Records excerpted from a collection:
BEGIN
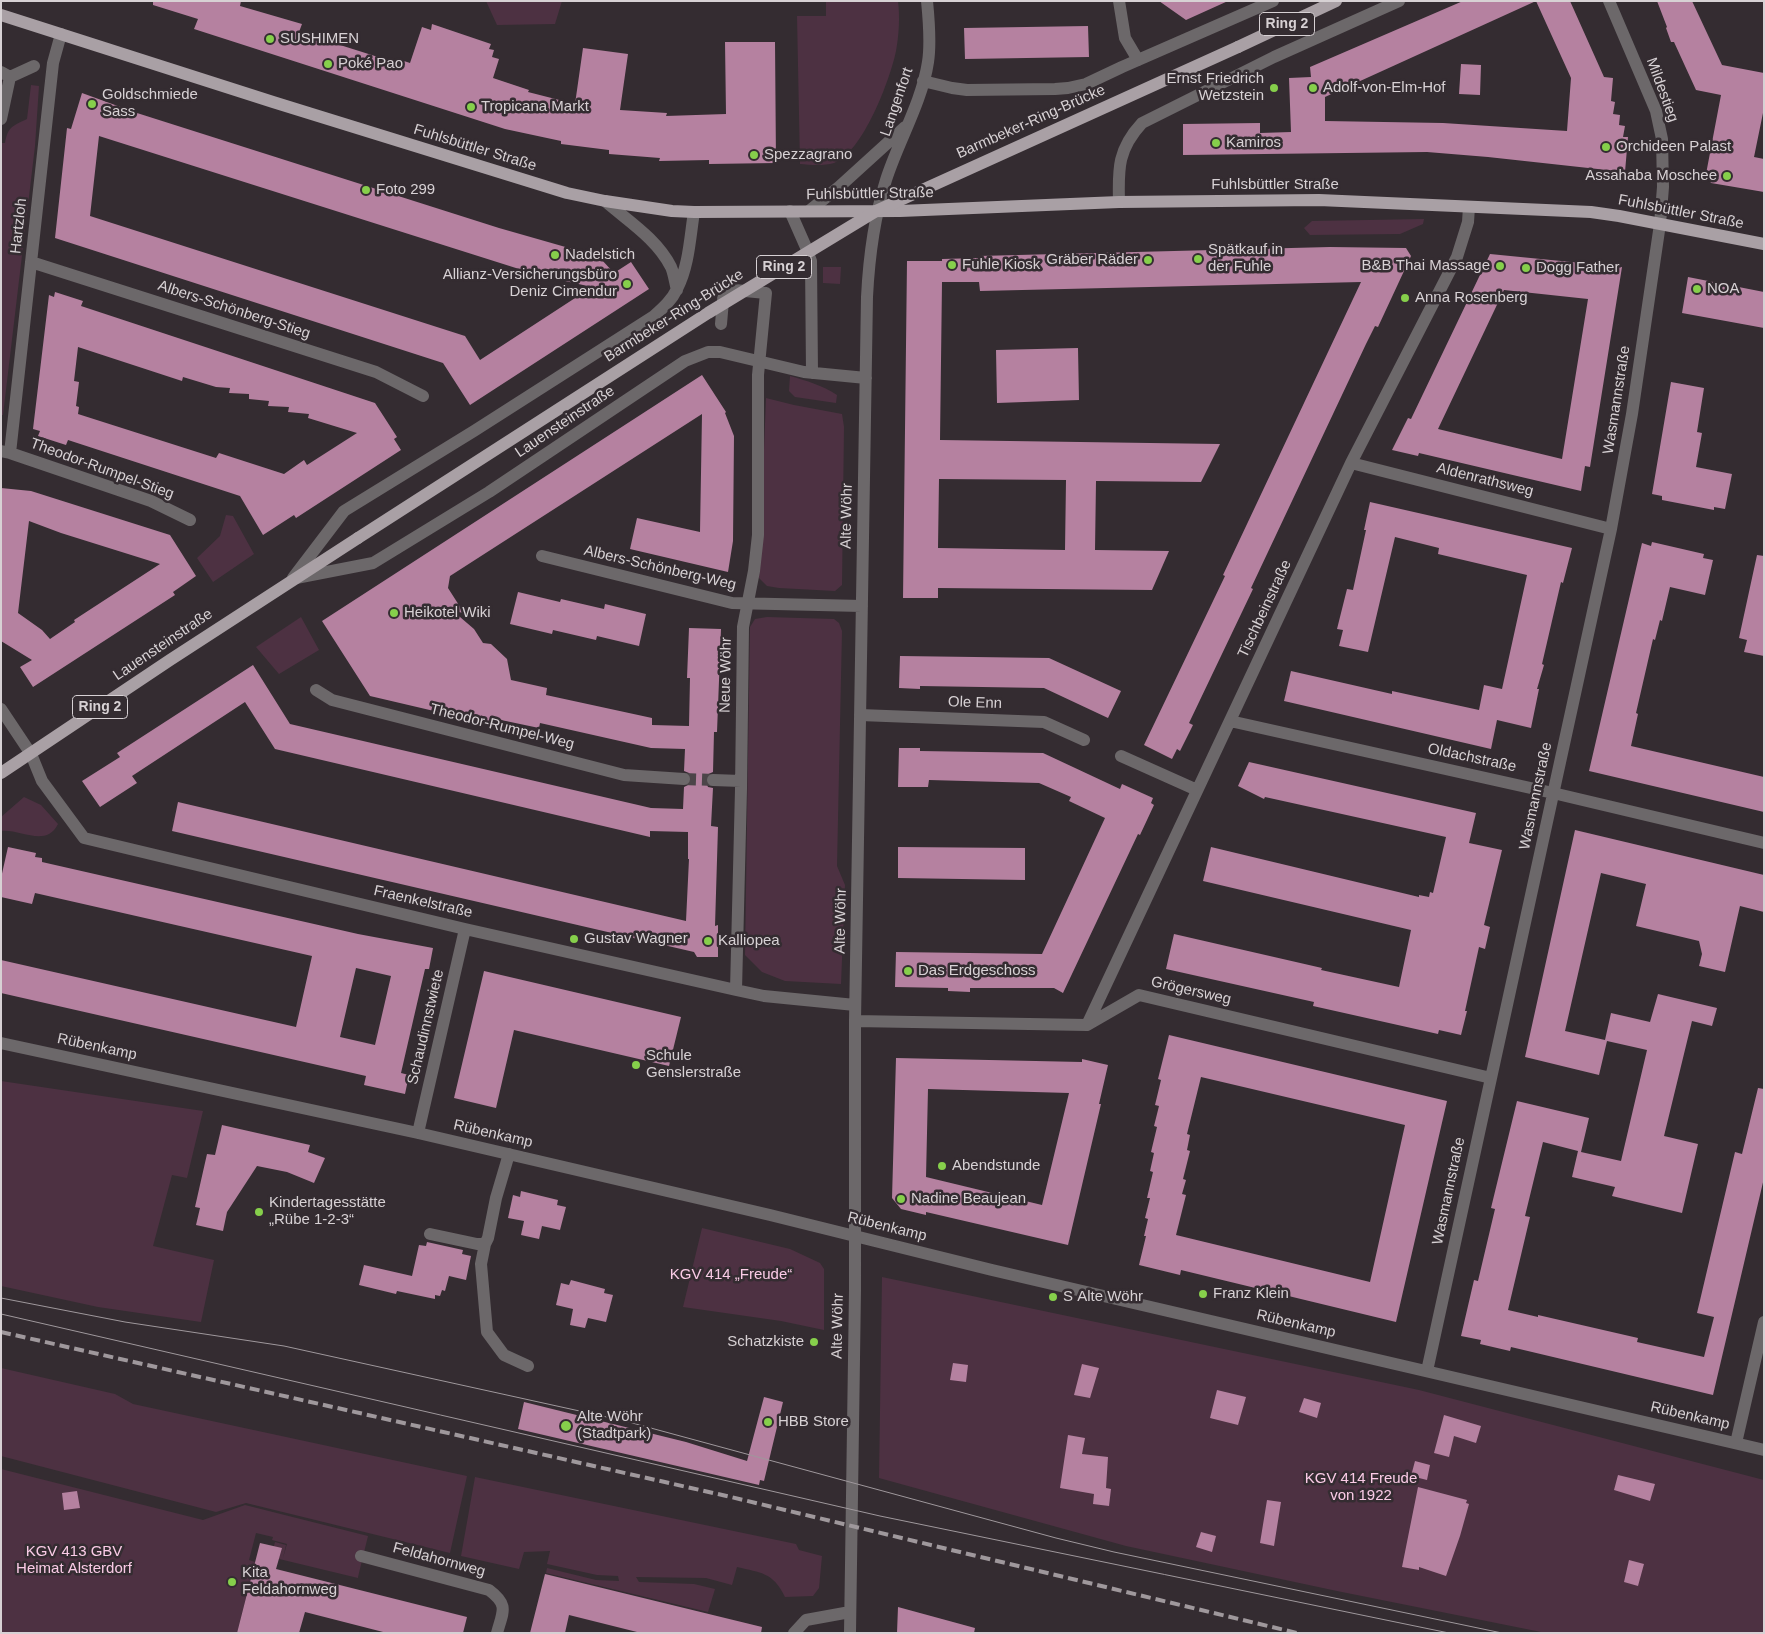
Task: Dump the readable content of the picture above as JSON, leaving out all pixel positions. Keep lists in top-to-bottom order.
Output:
{
  "streets": {
    "main road": [
      "Ring 2",
      "Barmbeker-Ring-Brücke",
      "Fuhlsbüttler Straße",
      "Lauensteinstraße"
    ],
    "street": [
      "Mildestieg",
      "Langenfort",
      "Hartzloh",
      "Albers-Schönberg-Stieg",
      "Wasmannstraße",
      "Theodor-Rumpel-Stieg",
      "Aldenrathsweg",
      "Alte Wöhr",
      "Albers-Schönberg-Weg",
      "Tischbeinstraße",
      "Neue Wöhr",
      "Ole Enn",
      "Theodor-Rumpel-Weg",
      "Oldachstraße",
      "Fraenkelstraße",
      "Grögersweg",
      "Schaudinnstwiete",
      "Rübenkamp",
      "Feldahornweg"
    ]
  },
  "crossings": [
    ["Mildestieg", "Fuhlsbüttler Straße"],
    ["Mildestieg", "Wasmannstraße"],
    ["Langenfort", "Fuhlsbüttler Straße"],
    ["Langenfort", "Alte Wöhr"],
    ["Barmbeker-Ring-Brücke", "Lauensteinstraße"],
    ["Fuhlsbüttler Straße", "Hartzloh"],
    ["Fuhlsbüttler Straße", "Wasmannstraße"],
    ["Fuhlsbüttler Straße", "Lauensteinstraße"],
    ["Fuhlsbüttler Straße", "Alte Wöhr"],
    ["Fuhlsbüttler Straße", "Tischbeinstraße"],
    ["Hartzloh", "Albers-Schönberg-Stieg"],
    ["Hartzloh", "Theodor-Rumpel-Stieg"],
    ["Wasmannstraße", "Aldenrathsweg"],
    ["Wasmannstraße", "Oldachstraße"],
    ["Wasmannstraße", "Grögersweg"],
    ["Wasmannstraße", "Rübenkamp"],
    ["Lauensteinstraße", "Alte Wöhr"],
    ["Lauensteinstraße", "Neue Wöhr"],
    ["Lauensteinstraße", "Fraenkelstraße"],
    ["Aldenrathsweg", "Tischbeinstraße"],
    ["Alte Wöhr", "Albers-Schönberg-Weg"],
    ["Alte Wöhr", "Ole Enn"],
    ["Alte Wöhr", "Fraenkelstraße"],
    ["Alte Wöhr", "Rübenkamp"],
    ["Albers-Schönberg-Weg", "Neue Wöhr"],
    ["Tischbeinstraße", "Oldachstraße"],
    ["Tischbeinstraße", "Grögersweg"],
    ["Neue Wöhr", "Fraenkelstraße"],
    ["Fraenkelstraße", "Schaudinnstwiete"],
    ["Schaudinnstwiete", "Rübenkamp"]
  ],
  "parks": ["KGV 414 „Freude“", "KGV 414 Freude von 1922", "KGV 413 GBV Heimat Alsterdorf"],
  "places": [
    "SUSHIMEN",
    "Poké Pao",
    "Ernst Friedrich Wetzstein",
    "Adolf-von-Elm-Hof",
    "Goldschmiede Sass",
    "Tropicana Markt",
    "Kamiros",
    "Orchideen Palast",
    "Spezzagrano",
    "Assahaba Moschee",
    "Foto 299",
    "Nadelstich",
    "Spätkauf in der Fuhle",
    "Gräber Räder",
    "Fuhle Kiosk",
    "B&B Thai Massage",
    "Dogg Father",
    "Allianz-Versicherungsbüro Deniz Cimendur",
    "NOA",
    "Anna Rosenberg",
    "Heikotel Wiki",
    "Gustav Wagner",
    "Kalliopea",
    "Das Erdgeschoss",
    "Schule Genslerstraße",
    "Abendstunde",
    "Nadine Beaujean",
    "Kindertagesstätte „Rübe 1-2-3“",
    "Franz Klein",
    "S Alte Wöhr",
    "Schatzkiste",
    "HBB Store",
    "Alte Wöhr (Stadtpark)",
    "Kita Feldahornweg"
  ]
}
END
§ **WHAT YOU NEED TO DO**
Although the records include pictures, output only their text, exactly and completely.

§ **ANSWER SECTION**
Task: Dump the readable content of the picture above as JSON, leaving out all pixel positions. Keep lists in top-to-bottom order.
Output:
{
  "streets": {
    "main road": [
      "Ring 2",
      "Barmbeker-Ring-Brücke",
      "Fuhlsbüttler Straße",
      "Lauensteinstraße"
    ],
    "street": [
      "Mildestieg",
      "Langenfort",
      "Hartzloh",
      "Albers-Schönberg-Stieg",
      "Wasmannstraße",
      "Theodor-Rumpel-Stieg",
      "Aldenrathsweg",
      "Alte Wöhr",
      "Albers-Schönberg-Weg",
      "Tischbeinstraße",
      "Neue Wöhr",
      "Ole Enn",
      "Theodor-Rumpel-Weg",
      "Oldachstraße",
      "Fraenkelstraße",
      "Grögersweg",
      "Schaudinnstwiete",
      "Rübenkamp",
      "Feldahornweg"
    ]
  },
  "crossings": [
    ["Mildestieg", "Fuhlsbüttler Straße"],
    ["Mildestieg", "Wasmannstraße"],
    ["Langenfort", "Fuhlsbüttler Straße"],
    ["Langenfort", "Alte Wöhr"],
    ["Barmbeker-Ring-Brücke", "Lauensteinstraße"],
    ["Fuhlsbüttler Straße", "Hartzloh"],
    ["Fuhlsbüttler Straße", "Wasmannstraße"],
    ["Fuhlsbüttler Straße", "Lauensteinstraße"],
    ["Fuhlsbüttler Straße", "Alte Wöhr"],
    ["Fuhlsbüttler Straße", "Tischbeinstraße"],
    ["Hartzloh", "Albers-Schönberg-Stieg"],
    ["Hartzloh", "Theodor-Rumpel-Stieg"],
    ["Wasmannstraße", "Aldenrathsweg"],
    ["Wasmannstraße", "Oldachstraße"],
    ["Wasmannstraße", "Grögersweg"],
    ["Wasmannstraße", "Rübenkamp"],
    ["Lauensteinstraße", "Alte Wöhr"],
    ["Lauensteinstraße", "Neue Wöhr"],
    ["Lauensteinstraße", "Fraenkelstraße"],
    ["Aldenrathsweg", "Tischbeinstraße"],
    ["Alte Wöhr", "Albers-Schönberg-Weg"],
    ["Alte Wöhr", "Ole Enn"],
    ["Alte Wöhr", "Fraenkelstraße"],
    ["Alte Wöhr", "Rübenkamp"],
    ["Albers-Schönberg-Weg", "Neue Wöhr"],
    ["Tischbeinstraße", "Oldachstraße"],
    ["Tischbeinstraße", "Grögersweg"],
    ["Neue Wöhr", "Fraenkelstraße"],
    ["Fraenkelstraße", "Schaudinnstwiete"],
    ["Schaudinnstwiete", "Rübenkamp"]
  ],
  "parks": ["KGV 414 „Freude“", "KGV 414 Freude von 1922", "KGV 413 GBV Heimat Alsterdorf"],
  "places": [
    "SUSHIMEN",
    "Poké Pao",
    "Ernst Friedrich Wetzstein",
    "Adolf-von-Elm-Hof",
    "Goldschmiede Sass",
    "Tropicana Markt",
    "Kamiros",
    "Orchideen Palast",
    "Spezzagrano",
    "Assahaba Moschee",
    "Foto 299",
    "Nadelstich",
    "Spätkauf in der Fuhle",
    "Gräber Räder",
    "Fuhle Kiosk",
    "B&B Thai Massage",
    "Dogg Father",
    "Allianz-Versicherungsbüro Deniz Cimendur",
    "NOA",
    "Anna Rosenberg",
    "Heikotel Wiki",
    "Gustav Wagner",
    "Kalliopea",
    "Das Erdgeschoss",
    "Schule Genslerstraße",
    "Abendstunde",
    "Nadine Beaujean",
    "Kindertagesstätte „Rübe 1-2-3“",
    "Franz Klein",
    "S Alte Wöhr",
    "Schatzkiste",
    "HBB Store",
    "Alte Wöhr (Stadtpark)",
    "Kita Feldahornweg"
  ]
}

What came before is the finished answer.